§ **EXERCISE INSTRUCTIONS**
In the data below, the answer is the run of lines from the line containing "color; c.fill(path, 'evenodd');" through the line containing "c.strokeStyle = color;", both included; print it exactly and nothing else.

[Extracted records]
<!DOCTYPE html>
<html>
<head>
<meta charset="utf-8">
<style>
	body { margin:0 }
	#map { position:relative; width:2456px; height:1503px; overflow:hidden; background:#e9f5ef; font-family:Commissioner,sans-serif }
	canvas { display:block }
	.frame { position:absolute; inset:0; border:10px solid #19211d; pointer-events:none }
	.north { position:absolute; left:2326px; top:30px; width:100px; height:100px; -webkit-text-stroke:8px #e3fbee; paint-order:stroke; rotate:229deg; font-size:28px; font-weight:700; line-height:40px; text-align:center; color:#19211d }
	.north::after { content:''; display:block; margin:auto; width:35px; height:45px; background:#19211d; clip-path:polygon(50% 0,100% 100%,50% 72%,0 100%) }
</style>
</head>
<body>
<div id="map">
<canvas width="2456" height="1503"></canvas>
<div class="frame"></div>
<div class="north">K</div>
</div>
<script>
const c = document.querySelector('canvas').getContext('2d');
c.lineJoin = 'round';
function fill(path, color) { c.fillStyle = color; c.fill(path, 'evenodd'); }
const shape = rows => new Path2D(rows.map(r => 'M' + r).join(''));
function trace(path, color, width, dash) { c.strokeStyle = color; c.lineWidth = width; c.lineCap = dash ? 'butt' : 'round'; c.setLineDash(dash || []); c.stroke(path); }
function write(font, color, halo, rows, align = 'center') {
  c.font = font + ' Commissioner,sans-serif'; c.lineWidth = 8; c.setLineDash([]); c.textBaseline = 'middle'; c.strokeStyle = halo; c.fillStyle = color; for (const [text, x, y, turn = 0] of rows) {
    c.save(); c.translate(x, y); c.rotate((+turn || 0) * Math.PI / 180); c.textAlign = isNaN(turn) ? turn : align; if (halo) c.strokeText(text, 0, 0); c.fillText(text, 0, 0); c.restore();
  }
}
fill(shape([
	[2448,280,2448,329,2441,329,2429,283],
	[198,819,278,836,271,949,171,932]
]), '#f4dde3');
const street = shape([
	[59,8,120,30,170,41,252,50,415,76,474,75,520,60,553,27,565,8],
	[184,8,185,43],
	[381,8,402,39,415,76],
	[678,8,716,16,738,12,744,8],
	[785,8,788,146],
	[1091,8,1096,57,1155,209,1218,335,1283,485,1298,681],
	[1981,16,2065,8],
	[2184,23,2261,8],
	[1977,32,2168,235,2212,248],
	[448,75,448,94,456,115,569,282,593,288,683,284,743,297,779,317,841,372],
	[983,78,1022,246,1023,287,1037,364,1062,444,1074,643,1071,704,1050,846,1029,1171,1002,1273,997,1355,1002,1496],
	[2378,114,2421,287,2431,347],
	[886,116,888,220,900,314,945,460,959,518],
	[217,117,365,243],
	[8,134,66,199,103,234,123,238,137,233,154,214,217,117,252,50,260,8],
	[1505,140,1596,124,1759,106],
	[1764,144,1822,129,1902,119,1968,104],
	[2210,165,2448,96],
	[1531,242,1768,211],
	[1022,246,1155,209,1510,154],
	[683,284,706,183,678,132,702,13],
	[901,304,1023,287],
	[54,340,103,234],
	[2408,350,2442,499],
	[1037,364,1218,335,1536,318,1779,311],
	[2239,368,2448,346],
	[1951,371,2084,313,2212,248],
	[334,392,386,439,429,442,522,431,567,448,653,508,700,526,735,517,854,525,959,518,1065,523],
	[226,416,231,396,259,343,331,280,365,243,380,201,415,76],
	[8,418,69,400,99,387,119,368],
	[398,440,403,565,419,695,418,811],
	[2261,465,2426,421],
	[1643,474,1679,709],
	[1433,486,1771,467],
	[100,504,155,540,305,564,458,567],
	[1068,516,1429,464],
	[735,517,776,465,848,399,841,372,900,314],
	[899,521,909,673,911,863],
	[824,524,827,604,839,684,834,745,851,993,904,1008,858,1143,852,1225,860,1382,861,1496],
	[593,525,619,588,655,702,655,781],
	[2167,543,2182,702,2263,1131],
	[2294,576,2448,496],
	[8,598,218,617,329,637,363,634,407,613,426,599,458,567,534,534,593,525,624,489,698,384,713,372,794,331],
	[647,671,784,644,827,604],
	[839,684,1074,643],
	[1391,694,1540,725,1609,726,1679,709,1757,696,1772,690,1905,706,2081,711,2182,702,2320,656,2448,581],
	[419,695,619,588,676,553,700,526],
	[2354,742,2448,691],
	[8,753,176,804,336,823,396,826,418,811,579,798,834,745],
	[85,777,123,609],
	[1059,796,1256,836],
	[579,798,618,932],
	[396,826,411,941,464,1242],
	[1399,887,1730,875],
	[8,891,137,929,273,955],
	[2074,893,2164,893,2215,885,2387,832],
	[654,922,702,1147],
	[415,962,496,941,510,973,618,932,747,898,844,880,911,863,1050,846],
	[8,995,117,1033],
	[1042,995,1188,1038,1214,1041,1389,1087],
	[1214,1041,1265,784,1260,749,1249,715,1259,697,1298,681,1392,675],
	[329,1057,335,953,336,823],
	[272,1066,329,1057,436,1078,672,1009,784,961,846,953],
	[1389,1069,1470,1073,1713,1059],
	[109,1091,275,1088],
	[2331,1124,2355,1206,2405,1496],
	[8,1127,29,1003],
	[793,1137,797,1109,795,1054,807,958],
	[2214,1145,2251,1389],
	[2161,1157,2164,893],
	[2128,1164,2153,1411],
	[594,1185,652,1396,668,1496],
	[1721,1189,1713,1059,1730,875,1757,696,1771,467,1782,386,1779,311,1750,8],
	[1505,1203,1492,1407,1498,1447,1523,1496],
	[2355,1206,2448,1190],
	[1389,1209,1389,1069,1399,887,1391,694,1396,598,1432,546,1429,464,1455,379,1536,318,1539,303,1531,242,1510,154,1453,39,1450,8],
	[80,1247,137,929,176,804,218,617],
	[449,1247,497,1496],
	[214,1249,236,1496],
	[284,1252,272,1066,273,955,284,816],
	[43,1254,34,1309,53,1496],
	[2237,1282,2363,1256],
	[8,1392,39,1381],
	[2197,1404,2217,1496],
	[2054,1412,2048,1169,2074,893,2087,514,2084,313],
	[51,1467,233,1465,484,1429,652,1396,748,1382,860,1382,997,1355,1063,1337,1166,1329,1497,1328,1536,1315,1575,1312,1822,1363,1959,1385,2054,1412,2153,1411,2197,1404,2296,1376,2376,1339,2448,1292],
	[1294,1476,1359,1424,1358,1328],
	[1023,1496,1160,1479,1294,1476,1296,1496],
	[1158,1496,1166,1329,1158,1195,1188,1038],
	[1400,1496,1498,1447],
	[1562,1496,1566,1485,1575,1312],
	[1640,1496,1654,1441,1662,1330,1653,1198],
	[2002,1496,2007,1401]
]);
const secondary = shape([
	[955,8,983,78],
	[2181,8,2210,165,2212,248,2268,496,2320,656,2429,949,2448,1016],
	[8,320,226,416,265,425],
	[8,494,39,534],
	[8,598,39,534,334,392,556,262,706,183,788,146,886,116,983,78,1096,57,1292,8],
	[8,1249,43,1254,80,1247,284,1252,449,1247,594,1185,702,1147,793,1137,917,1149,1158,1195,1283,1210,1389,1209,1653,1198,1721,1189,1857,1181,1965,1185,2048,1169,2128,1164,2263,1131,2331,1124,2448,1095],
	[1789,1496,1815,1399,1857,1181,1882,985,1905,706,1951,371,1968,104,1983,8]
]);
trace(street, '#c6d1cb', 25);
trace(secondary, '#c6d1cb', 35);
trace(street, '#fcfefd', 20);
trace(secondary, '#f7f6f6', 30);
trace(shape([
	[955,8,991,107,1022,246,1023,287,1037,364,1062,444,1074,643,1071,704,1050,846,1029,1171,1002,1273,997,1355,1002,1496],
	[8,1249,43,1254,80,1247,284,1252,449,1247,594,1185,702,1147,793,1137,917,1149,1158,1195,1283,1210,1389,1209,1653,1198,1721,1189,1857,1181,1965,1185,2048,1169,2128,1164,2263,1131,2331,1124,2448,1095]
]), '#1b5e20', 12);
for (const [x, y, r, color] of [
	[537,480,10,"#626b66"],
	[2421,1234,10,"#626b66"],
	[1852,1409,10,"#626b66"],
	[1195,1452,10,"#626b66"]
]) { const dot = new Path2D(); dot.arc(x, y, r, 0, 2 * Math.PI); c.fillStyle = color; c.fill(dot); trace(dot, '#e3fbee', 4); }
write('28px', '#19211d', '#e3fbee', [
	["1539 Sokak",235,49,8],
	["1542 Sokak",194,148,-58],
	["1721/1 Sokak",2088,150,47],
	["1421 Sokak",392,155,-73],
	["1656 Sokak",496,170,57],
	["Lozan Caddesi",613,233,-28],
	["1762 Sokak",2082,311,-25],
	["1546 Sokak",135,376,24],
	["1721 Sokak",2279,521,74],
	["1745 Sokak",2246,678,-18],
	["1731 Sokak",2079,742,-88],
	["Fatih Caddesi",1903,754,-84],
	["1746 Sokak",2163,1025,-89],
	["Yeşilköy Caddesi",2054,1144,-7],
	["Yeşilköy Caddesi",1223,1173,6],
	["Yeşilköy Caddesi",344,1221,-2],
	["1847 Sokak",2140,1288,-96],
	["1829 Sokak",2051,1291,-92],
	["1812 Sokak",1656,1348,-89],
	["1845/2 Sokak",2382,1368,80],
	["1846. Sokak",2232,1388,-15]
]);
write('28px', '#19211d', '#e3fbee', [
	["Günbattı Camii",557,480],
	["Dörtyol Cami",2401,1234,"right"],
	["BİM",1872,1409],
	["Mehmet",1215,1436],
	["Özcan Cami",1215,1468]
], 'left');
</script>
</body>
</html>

...

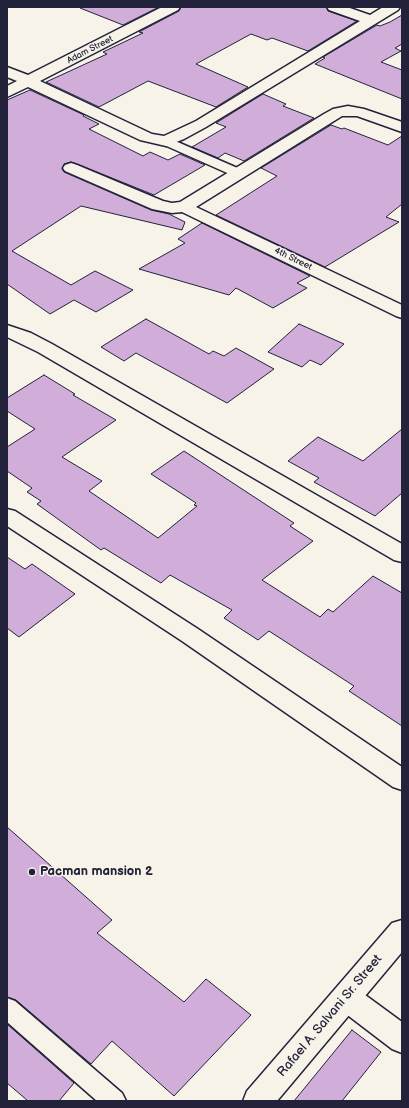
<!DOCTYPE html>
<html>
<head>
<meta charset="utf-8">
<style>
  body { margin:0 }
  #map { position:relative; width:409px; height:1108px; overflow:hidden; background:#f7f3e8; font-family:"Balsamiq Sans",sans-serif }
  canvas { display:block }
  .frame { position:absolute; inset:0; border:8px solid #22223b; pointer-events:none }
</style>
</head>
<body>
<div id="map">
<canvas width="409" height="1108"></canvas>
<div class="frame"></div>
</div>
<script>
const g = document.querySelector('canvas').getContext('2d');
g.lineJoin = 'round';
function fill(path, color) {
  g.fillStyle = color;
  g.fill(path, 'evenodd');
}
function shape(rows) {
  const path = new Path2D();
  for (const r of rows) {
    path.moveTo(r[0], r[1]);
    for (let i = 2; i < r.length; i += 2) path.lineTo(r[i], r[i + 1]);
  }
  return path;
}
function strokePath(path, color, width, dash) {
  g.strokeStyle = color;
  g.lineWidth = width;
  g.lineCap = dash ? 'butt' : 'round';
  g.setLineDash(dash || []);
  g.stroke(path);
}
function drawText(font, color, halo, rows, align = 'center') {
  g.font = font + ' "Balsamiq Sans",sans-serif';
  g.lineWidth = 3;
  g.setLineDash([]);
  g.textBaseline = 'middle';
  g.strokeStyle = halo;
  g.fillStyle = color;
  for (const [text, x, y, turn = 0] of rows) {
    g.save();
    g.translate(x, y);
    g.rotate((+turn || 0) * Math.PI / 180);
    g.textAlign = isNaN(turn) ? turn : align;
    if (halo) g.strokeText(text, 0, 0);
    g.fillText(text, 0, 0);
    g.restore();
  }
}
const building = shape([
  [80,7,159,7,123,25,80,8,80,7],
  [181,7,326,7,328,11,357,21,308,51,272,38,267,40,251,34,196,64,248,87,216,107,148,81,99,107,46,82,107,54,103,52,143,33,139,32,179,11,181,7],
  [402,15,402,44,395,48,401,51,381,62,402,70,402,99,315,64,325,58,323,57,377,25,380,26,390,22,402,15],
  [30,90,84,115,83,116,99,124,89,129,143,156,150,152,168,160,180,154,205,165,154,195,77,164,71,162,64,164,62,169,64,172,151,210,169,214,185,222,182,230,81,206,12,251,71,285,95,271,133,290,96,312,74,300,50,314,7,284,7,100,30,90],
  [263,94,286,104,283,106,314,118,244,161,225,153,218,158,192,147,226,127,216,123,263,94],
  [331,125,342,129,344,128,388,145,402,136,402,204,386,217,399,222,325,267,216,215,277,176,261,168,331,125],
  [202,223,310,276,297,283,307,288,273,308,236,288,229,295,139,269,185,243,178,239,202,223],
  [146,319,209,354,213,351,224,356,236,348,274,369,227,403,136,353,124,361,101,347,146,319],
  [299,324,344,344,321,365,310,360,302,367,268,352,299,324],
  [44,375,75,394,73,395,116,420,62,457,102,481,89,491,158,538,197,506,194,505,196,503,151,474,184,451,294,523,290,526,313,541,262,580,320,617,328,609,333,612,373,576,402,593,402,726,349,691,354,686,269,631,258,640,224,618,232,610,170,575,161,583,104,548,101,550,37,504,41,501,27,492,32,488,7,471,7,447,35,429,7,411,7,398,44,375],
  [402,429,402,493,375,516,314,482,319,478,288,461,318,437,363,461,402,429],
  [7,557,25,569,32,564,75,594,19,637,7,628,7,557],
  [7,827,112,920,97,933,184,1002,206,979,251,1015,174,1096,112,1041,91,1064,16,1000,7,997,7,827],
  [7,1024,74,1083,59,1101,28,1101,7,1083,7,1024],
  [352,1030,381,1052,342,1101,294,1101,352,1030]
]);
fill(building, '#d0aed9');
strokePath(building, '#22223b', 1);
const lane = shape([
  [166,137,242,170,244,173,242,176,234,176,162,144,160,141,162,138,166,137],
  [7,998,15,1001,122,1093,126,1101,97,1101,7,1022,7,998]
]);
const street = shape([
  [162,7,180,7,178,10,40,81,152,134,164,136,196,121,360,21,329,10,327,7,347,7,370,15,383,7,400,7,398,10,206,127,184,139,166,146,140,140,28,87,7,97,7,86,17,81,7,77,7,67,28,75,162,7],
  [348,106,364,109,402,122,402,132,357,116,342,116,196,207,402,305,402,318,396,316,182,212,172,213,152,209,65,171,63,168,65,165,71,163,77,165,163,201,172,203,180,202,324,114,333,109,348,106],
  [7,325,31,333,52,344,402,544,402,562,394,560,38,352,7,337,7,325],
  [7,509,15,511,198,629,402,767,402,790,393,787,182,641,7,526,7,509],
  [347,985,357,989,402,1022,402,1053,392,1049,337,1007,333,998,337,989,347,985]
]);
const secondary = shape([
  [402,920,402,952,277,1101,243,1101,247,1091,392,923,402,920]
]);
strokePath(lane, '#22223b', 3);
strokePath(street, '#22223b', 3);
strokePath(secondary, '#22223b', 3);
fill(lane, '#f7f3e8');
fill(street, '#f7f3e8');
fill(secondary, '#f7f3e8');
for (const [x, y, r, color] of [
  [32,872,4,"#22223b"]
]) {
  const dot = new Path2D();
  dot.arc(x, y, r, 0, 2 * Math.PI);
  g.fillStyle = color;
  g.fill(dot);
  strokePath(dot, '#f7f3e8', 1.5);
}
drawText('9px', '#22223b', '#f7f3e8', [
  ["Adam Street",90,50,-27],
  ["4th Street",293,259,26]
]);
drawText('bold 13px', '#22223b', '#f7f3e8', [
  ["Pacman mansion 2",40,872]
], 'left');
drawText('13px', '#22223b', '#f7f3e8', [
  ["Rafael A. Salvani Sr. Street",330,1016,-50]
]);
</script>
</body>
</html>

...

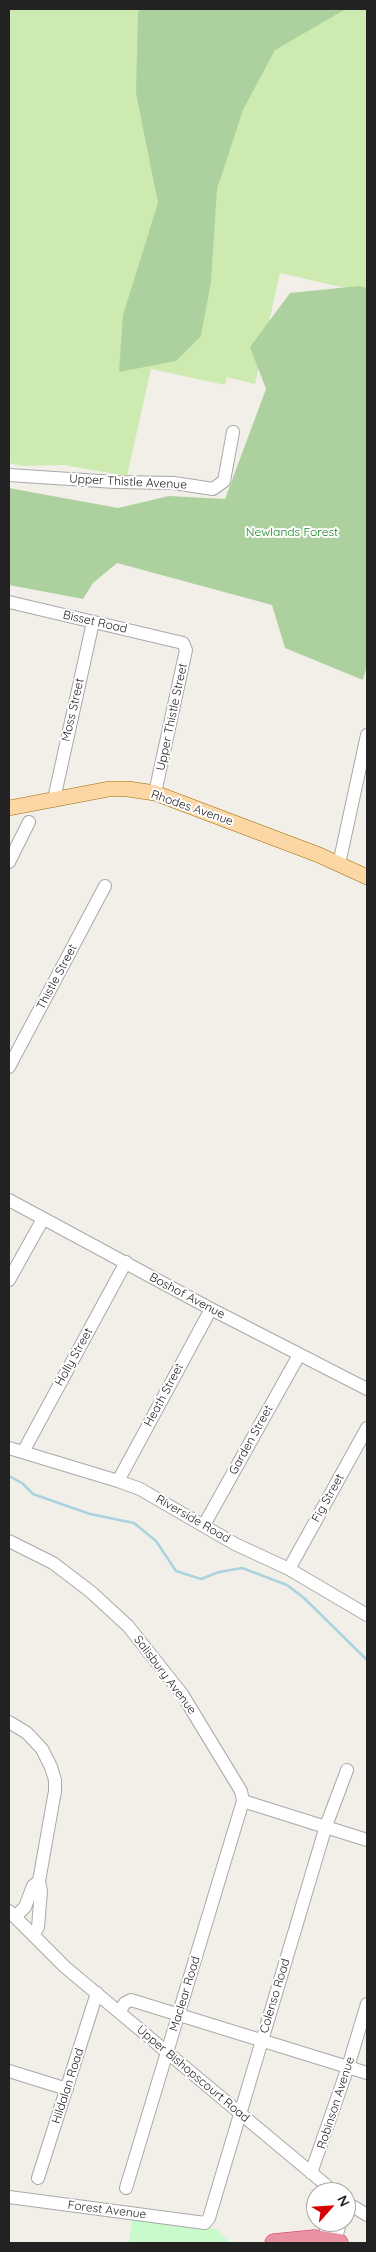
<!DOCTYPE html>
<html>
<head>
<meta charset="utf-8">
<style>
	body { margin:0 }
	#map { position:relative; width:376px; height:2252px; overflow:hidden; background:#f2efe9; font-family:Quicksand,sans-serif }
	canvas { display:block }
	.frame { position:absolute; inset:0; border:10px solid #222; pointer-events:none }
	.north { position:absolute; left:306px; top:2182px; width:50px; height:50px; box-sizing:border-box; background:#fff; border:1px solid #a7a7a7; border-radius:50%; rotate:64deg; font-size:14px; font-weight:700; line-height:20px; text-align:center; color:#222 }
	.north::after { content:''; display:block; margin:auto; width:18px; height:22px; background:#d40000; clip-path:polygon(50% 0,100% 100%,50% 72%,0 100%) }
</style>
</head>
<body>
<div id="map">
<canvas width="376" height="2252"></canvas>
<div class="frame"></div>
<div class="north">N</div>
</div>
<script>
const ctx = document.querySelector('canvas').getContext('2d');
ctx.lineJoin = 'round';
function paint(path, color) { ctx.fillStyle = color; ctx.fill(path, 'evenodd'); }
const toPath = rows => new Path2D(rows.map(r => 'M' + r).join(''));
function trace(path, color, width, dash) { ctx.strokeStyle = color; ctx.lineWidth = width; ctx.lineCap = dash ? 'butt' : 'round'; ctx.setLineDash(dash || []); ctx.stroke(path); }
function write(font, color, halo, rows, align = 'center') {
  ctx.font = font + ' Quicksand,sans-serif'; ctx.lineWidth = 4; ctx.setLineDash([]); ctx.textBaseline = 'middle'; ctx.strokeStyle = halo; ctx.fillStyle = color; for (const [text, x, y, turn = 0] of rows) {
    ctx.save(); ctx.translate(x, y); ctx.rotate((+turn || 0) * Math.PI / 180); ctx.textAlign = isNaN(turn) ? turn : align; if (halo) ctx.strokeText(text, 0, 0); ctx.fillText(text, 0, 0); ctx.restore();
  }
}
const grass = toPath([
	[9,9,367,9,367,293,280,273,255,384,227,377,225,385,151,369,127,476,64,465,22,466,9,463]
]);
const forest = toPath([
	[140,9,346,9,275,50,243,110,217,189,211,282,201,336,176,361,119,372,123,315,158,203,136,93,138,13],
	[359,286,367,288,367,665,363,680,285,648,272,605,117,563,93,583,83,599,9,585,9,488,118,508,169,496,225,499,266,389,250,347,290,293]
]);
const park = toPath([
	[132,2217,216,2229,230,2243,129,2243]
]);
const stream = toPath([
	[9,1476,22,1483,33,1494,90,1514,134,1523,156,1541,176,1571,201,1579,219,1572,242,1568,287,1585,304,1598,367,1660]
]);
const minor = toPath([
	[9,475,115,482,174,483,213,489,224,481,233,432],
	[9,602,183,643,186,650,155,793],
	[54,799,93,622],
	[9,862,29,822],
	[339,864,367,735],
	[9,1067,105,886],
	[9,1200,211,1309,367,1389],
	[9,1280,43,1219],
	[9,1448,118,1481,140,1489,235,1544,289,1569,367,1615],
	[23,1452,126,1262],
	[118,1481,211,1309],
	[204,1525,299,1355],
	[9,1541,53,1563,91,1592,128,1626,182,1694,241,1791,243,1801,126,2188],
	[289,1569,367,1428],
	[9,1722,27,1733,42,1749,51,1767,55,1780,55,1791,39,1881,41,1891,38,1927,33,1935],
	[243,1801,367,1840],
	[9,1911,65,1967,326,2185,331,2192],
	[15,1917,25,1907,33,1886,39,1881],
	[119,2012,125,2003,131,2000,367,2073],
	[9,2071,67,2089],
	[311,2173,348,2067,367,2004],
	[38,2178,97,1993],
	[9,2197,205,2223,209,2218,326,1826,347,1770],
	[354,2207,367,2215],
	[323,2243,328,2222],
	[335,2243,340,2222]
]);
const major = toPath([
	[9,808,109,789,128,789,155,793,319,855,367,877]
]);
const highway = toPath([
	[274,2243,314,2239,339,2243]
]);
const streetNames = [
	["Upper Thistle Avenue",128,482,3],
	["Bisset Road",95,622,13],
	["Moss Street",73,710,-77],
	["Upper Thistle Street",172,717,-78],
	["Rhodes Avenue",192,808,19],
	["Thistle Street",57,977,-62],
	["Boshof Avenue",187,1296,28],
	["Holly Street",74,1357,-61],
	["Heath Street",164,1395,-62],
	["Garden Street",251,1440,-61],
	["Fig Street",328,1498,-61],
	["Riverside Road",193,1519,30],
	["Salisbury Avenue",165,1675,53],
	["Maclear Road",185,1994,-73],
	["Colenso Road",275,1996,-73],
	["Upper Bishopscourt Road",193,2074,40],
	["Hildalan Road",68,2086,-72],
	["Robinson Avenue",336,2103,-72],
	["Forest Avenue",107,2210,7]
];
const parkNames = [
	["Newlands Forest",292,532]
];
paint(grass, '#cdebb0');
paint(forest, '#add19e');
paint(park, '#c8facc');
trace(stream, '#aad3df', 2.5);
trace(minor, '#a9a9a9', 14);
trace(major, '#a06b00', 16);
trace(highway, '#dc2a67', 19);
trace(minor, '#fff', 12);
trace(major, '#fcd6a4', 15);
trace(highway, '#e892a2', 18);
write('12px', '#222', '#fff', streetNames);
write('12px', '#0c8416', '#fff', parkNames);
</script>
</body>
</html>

§ **ANSWER FOR THIS EXERCISE**
function fill(path, color) { c.fillStyle = color; c.fill(path, 'evenodd'); }
const shape = rows => new Path2D(rows.map(r => 'M' + r).join(''));
function trace(path, color, width, dash) { c.strokeStyle = color; c.lineWidth = width; c.lineCap = dash ? 'butt' : 'round'; c.setLineDash(dash || []); c.stroke(path); }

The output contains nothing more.